What keeps you going in these times is lots of faith, love for the people around you, positivity and a tonne of work. I think that all of us, and I mean globally, allowed for everything that has been going on to happen, and it is up to us to fix it! As a child in Bulgaria, I was often told that folk tale about how calling on fate to come help you does not work, and that formed my way of thinking.
Did you really spend one Christmas in custody because you and your friends had been putting up obituaries of Metallica guitarist Cliff Burton, who died in a tragic accident in 1986?
Yes, I was in school in Bulgaria and the times were very different back then. I was labelled a “capitalist” (a child of 11-12) and I was often arrested because my father was Italian. We were big fans of Metallica and when the accident with Cliff Burton happened, we decided to make obituaries and plaster them around town. Within an hour, I was arrested by officials from the Ideology of Youth department with the State Security. I spent Christmas at the police station, answering ridiculous questions. Something I had to go though, I guess.
What is Fabrizio Parisi like away from the limelight?
A perfectly regular person, who likes to go hiking in the mountain, whenever possible, pour himself a glass of white wine and enjoy nature.
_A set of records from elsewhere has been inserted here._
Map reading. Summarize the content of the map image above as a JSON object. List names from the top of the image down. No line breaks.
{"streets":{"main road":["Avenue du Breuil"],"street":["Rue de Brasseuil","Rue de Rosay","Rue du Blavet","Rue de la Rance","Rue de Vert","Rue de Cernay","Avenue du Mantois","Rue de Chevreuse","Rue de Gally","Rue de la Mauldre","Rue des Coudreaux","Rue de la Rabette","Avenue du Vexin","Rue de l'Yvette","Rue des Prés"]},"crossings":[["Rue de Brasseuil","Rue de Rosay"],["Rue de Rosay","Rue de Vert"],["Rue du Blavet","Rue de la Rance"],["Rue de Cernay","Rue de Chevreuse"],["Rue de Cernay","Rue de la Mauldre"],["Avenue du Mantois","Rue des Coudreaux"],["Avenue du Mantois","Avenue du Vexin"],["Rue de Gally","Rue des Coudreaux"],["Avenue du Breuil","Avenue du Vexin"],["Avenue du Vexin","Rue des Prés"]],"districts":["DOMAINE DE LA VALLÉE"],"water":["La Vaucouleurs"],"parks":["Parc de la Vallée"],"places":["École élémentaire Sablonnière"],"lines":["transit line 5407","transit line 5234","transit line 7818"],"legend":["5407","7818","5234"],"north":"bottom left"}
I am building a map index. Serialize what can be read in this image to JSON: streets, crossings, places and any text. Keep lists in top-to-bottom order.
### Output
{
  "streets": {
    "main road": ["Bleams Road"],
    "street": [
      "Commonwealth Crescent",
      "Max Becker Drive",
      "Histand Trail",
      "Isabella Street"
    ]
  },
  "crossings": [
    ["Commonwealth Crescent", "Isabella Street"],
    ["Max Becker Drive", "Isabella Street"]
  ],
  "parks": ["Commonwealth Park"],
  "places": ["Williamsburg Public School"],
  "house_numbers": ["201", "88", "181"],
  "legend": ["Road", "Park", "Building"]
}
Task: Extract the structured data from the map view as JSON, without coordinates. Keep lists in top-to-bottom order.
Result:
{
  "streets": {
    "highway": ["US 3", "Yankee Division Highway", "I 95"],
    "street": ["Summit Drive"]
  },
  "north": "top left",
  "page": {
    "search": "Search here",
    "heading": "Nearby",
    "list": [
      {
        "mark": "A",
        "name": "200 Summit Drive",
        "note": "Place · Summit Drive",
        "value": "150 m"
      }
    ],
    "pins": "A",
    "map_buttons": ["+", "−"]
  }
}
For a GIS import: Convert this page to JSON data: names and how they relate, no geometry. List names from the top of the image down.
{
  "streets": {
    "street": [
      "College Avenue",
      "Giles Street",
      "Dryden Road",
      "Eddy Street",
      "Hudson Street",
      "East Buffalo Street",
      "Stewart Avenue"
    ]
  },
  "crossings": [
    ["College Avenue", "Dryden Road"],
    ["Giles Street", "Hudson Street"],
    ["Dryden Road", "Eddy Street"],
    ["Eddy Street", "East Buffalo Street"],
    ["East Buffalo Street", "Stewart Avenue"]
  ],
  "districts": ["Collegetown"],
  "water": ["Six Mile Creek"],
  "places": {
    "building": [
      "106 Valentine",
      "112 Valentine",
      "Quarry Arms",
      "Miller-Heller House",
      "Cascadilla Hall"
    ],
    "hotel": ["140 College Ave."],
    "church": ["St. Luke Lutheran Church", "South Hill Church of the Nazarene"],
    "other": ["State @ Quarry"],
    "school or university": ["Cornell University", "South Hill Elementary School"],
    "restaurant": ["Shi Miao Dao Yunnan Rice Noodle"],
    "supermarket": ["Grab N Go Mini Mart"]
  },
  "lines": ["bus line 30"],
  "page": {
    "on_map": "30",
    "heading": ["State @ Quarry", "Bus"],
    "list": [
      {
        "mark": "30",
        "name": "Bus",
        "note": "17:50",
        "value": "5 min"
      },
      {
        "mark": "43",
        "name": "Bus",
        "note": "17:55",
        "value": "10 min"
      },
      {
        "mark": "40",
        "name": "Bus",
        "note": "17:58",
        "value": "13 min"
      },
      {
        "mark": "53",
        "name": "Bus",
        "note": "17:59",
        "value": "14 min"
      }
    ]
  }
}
What does music mean to you?
It is like a beautiful woman. If you are competent and you know how to love it, it will make your life wonderful. When I am on stage, I am transported to a different dimension. It is just me, the people in front of me and Her Majesty Music!
What do you have planned for the rest of the year?
The latest single from the Fabrizio Parisi & The Editor x Veneta collaboration is due any moment now, as is a very interesting remix featuring Greg Gould & Inaya Day. I plan to get back on the road, as I have several gigs booked in Bulgaria, Australia and Egypt. That is, if the situation (surrounding the pandemic) does not change again.
Fabrizio Parisi is among the most popular figures of the European house scene with over 2,500 live parties all over the world, nearly 51.5 million views on YouTube and 1.25 million streams on Spotify. Born in Basel, Switzerland, to a Bulgarian mother and an Italian father who was a prominent music manager, he took up piano lessons at the age of six. He later learned how to play the drums and in the early 1990s caught the gramophone bug and became a DMC champion of Bulgaria in 1995. He built a career simultaneously in Italy, Bulgaria and Turkey. For almost a year now, he has been the host of an hour-long weekly show on Italia Radio 1 together with names like Benny Benassi, The Cube Guys, Federico Scavo, Luca Guerrieri, Flashmob, Gianluca Vacchi. For the past several months his sets have been on the Ibiza Radio playlist.